# Your goal:
Below are lines of data, and only some are wanted. Please repeat exactly those from the line that has "position:relative; flex:1; overflow:hidden" through the line that has "position:absolute; left:30px; top:1272px;".

▼

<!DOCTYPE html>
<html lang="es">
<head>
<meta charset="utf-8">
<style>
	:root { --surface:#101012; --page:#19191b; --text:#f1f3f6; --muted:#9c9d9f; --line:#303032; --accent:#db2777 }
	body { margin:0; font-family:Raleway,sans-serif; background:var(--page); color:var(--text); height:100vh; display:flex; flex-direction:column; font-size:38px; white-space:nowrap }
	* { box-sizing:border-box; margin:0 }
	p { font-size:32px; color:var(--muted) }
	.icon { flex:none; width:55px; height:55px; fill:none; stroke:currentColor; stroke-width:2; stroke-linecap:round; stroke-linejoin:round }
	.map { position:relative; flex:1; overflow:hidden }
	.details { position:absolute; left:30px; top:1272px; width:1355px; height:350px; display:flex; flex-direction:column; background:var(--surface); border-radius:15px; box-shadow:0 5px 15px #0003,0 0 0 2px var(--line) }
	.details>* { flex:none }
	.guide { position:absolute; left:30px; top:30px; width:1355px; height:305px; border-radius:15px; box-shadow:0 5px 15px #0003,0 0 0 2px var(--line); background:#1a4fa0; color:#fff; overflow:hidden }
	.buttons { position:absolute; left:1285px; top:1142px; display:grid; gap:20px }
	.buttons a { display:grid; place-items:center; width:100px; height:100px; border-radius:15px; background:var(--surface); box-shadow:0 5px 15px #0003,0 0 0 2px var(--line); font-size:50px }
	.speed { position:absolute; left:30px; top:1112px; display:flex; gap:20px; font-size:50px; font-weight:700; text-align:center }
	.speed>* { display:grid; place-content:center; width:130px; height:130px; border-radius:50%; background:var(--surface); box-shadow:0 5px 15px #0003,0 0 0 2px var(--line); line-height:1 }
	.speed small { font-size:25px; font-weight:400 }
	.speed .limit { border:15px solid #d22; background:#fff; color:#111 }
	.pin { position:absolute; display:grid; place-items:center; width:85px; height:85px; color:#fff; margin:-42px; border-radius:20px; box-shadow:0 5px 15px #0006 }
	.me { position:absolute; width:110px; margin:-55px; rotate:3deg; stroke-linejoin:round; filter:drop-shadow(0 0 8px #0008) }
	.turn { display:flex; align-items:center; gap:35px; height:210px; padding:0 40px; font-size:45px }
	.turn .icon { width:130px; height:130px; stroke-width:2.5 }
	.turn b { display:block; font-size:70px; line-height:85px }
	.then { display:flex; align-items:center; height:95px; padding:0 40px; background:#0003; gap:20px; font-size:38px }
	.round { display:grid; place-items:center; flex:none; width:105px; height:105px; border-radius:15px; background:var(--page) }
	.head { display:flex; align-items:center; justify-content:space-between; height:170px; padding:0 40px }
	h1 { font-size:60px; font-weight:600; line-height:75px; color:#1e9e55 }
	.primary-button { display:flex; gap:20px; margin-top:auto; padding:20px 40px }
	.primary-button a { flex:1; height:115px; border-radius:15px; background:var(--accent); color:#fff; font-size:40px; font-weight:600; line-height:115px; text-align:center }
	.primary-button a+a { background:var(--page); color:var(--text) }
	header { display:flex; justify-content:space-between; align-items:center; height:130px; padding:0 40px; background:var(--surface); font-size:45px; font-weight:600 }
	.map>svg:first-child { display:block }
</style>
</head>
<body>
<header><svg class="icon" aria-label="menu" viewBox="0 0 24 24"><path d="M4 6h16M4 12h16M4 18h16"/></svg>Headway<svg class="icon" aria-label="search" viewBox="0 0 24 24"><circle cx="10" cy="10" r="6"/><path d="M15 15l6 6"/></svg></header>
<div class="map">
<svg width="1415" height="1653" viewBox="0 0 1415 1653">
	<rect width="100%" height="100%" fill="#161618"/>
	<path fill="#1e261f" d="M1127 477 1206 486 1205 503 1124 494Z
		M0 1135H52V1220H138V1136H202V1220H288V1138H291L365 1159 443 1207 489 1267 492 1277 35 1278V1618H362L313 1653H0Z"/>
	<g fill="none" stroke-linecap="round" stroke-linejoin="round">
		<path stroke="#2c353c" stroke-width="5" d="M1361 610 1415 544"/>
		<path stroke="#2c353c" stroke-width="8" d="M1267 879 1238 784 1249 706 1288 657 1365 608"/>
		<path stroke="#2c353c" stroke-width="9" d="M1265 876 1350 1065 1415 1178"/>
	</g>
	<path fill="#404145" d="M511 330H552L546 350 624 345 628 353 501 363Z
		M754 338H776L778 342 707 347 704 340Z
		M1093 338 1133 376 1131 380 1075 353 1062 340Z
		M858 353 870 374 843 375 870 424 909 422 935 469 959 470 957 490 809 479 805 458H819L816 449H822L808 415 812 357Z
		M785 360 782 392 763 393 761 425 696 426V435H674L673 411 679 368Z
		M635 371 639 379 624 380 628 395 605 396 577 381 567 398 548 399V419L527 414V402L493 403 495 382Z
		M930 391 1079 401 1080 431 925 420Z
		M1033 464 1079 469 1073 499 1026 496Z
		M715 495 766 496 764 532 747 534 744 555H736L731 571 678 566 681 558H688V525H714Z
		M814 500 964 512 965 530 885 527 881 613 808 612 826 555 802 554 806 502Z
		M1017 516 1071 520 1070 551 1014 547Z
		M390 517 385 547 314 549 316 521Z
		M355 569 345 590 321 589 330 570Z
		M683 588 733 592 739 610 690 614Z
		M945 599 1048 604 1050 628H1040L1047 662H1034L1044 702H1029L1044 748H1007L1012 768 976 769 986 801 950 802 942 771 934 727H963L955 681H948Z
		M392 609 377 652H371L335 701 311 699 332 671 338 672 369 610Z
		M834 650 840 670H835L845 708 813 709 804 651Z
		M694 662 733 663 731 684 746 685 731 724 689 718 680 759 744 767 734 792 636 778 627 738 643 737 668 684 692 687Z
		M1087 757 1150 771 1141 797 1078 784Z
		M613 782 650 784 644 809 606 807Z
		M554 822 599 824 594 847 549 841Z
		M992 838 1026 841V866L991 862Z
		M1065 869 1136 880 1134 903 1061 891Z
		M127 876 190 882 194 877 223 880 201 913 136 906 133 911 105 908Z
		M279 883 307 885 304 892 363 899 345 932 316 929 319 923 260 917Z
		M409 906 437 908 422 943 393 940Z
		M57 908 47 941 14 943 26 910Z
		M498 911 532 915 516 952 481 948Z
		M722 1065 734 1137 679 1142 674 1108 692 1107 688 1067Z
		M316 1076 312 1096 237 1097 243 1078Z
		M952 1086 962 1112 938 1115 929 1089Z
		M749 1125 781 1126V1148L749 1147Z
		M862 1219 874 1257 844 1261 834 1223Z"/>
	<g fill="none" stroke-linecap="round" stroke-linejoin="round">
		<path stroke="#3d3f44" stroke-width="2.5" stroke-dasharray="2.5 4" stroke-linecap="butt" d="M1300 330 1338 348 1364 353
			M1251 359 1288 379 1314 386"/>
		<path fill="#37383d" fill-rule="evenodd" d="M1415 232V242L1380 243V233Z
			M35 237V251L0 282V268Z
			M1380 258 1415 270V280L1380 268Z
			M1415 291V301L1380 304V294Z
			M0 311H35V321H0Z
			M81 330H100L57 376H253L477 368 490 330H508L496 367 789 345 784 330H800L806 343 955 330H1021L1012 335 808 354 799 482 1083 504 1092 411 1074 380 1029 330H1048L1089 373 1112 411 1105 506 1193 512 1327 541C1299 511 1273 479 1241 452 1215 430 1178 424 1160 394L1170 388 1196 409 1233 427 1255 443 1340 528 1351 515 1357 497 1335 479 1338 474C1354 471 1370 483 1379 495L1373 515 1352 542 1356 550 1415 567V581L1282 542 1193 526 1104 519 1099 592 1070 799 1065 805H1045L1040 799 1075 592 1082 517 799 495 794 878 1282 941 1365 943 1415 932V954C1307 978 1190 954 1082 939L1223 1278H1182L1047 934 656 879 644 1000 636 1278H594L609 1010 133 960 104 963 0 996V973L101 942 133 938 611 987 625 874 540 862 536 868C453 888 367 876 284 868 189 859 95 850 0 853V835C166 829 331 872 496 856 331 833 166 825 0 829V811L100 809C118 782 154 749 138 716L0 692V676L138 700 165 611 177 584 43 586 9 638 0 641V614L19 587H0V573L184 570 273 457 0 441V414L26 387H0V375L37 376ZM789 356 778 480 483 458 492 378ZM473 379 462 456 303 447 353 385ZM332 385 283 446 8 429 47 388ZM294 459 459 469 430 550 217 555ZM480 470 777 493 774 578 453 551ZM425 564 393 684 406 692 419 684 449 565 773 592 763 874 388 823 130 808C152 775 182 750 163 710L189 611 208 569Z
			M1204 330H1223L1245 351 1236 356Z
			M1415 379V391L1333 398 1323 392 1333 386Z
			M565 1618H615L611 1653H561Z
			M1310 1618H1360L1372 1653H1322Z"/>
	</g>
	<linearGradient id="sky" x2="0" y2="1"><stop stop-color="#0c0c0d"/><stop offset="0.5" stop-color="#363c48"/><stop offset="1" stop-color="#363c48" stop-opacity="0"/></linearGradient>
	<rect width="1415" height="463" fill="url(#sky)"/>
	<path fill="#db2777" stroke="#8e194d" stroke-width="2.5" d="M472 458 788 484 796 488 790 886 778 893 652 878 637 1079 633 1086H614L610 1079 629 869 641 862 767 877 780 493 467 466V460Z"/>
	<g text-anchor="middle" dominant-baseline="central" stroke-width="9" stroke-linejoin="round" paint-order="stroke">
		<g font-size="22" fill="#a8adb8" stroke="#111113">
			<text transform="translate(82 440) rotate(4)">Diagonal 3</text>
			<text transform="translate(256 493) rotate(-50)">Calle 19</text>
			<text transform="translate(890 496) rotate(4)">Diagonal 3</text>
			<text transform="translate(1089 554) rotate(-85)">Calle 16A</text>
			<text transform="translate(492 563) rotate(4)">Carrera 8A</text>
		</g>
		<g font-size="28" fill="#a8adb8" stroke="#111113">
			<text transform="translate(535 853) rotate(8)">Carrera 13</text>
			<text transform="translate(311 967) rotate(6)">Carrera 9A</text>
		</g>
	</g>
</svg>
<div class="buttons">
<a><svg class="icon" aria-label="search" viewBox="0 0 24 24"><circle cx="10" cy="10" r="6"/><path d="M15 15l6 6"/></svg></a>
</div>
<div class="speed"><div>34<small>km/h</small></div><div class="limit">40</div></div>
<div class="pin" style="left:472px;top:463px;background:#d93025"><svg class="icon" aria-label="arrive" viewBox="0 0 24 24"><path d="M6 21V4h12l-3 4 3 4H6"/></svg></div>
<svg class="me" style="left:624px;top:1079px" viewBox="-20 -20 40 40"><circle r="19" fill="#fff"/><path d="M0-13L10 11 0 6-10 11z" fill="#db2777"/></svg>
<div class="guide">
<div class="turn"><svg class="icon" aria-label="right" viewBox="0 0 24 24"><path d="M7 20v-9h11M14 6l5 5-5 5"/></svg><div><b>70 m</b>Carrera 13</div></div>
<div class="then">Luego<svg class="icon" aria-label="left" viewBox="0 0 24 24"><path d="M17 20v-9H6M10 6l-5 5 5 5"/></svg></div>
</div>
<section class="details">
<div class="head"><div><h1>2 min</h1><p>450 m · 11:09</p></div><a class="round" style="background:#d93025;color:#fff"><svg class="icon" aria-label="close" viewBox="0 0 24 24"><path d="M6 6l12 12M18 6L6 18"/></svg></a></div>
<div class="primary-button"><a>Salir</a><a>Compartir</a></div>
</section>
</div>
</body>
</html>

▲

# Exercise solution:
	.map { position:relative; flex:1; overflow:hidden }
	.details { position:absolute; left:30px; top:1272px; width:1355px; height:350px; display:flex; flex-direction:column; background:var(--surface); border-radius:15px; box-shadow:0 5px 15px #0003,0 0 0 2px var(--line) }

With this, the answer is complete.